In this article I will try to focus on main differences between solutions. It won’t cover every single feature, but will give you enough food for thought to make an educated choice.
Feature comparison, Configuration Maximums
Back in 2009, when Distributed vSwitch was first introduced in vSphere 4 it lacked a lot of important features compared to Nexus 1000v.
There was no support of Link Aggregation Protocols, there was scarce choice of load balancing hashing algorithms and no presence of monitoring and troubleshooting tools like Netflow or Port Mirroring, but it was still good enough to automate networking provisioning for ESXi hosts and virtual machines.
The Cisco Nexus 1000V was introduced almost at the same time and provided significantly richer set of capabilities while delivering similar network configuration, security policies and tools to physical and virtual servers, which I guess tipped the scale in favour of Cisco product.
At the current moment the vSphere Distributed Switch in vSphere 6 is pretty mature and is on par with most of the functionality provided by Nexus 1000V Essential edition. I think that’s one of the main reasons why VMware ceased selling Nexus 1K and officially recommends to move to vDS.
But let’s have a closer look at the feature differences.
With Cisco Nexus 1000V you get the following benefits that vSphere Distributed Switch does not deliver:
- DHCP Snooping – improves the security of a DHCP infrastructure by determining traffic sources are trusted or not and by maintaining dynamic table of hosts’ mac addresses, leased IP addresses, vlans and associated interfaces.

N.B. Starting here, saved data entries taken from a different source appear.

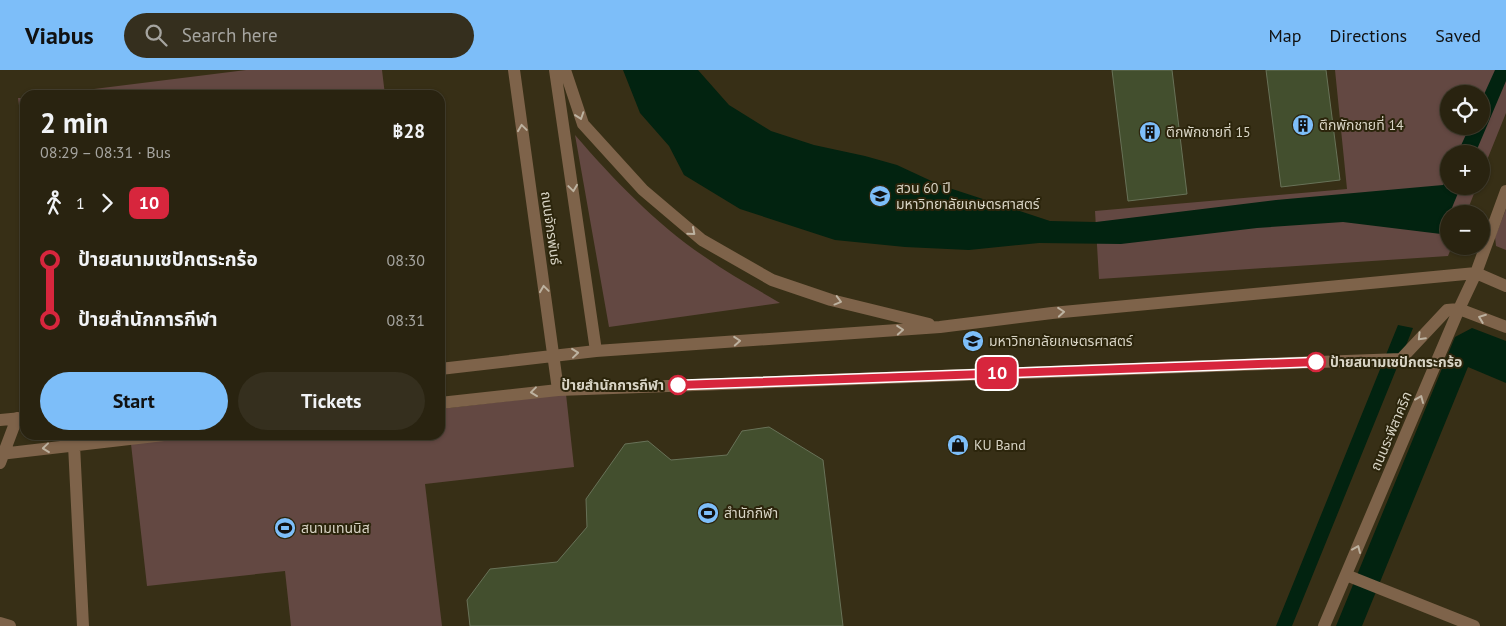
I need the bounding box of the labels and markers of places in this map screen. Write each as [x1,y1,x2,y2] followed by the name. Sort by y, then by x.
[1291,113,1315,137] building icon: ตึกพักชายที่ 14
[1319,115,1404,134] place label: ตึกพักชายที่ 14
[1138,120,1162,144] building icon: ตึกพักชายที่ 15
[1166,122,1251,141] place label: ตึกพักชายที่ 15
[896,179,1040,213] place label: สวน 60 ปี มหาวิทยาลัยเกษตรศาสตร์
[868,184,892,208] school or university icon: สวน 60 ปี มหาวิทยาลัยเกษตรศาสตร์
[961,329,985,353] school or university icon: มหาวิทยาลัยเกษตรศาสตร์
[989,332,1133,350] place label: มหาวิทยาลัยเกษตรศาสตร์
[1306,352,1326,372] marker: ป้ายสนามเซปักตระกร้อ
[1330,353,1462,371] place label: ป้ายสนามเซปักตระกร้อ
[668,375,688,395] marker: ป้ายสำนักการกีฬา
[561,376,664,394] place label: ป้ายสำนักการกีฬา
[946,433,970,457] shop icon: KU Band
[974,436,1026,454] place label: KU Band
[696,501,720,525] sports icon: สำนักกีฬา
[724,504,778,522] place label: สำนักกีฬา
[273,516,297,540] sports icon: สนามเทนนิส
[301,519,370,537] place label: สนามเทนนิส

- IP Source Guard – provides source IP address filtering using information in DHCP snooping database.
- Dynamic ARP Inspection – monitors ARP packets on untrusted ports to validate IP to MAC bindings.
- VxLAN support – Layer 2 network isolation technology for network virtualization
- Cisco TrustSec SGA support – allows organizations to enforce identity-based network access
- Cisco VSG support – multitenant, stateful, distributed firewall enabling microsegmenation and zone based policy enforcement.
- Supported Integration with other virtual Services:
- ASA 1000v
- CSRv 1000v
The first three features are used quite often in physical environments where the risk of getting malicious computer connected to the network is somewhat higher. In virtual world they seem to be beneficial in multitenant environments where vSphere Administrator does not fully control tenants’ virtual servers.
Cisco Virtual Security Gateway (VSG) is available in Advanced Edition of Nexus 1000v only. In a way it is functionality comparable to vSphere NSX.
The remaining features have to be complemented by virtual appliances that are bought separately.
The good thing is that all these features are consistent across virtual and physical Nexus switches.
On top of that I would add more advanced troubleshooting with CLI in Cisco Nexus switches.
Finally, Nexus 1000v works on different types of hypervisors which makes it easier for Networking team to support multi-hypervisor environments or simplifies migration from one hypervisor to another.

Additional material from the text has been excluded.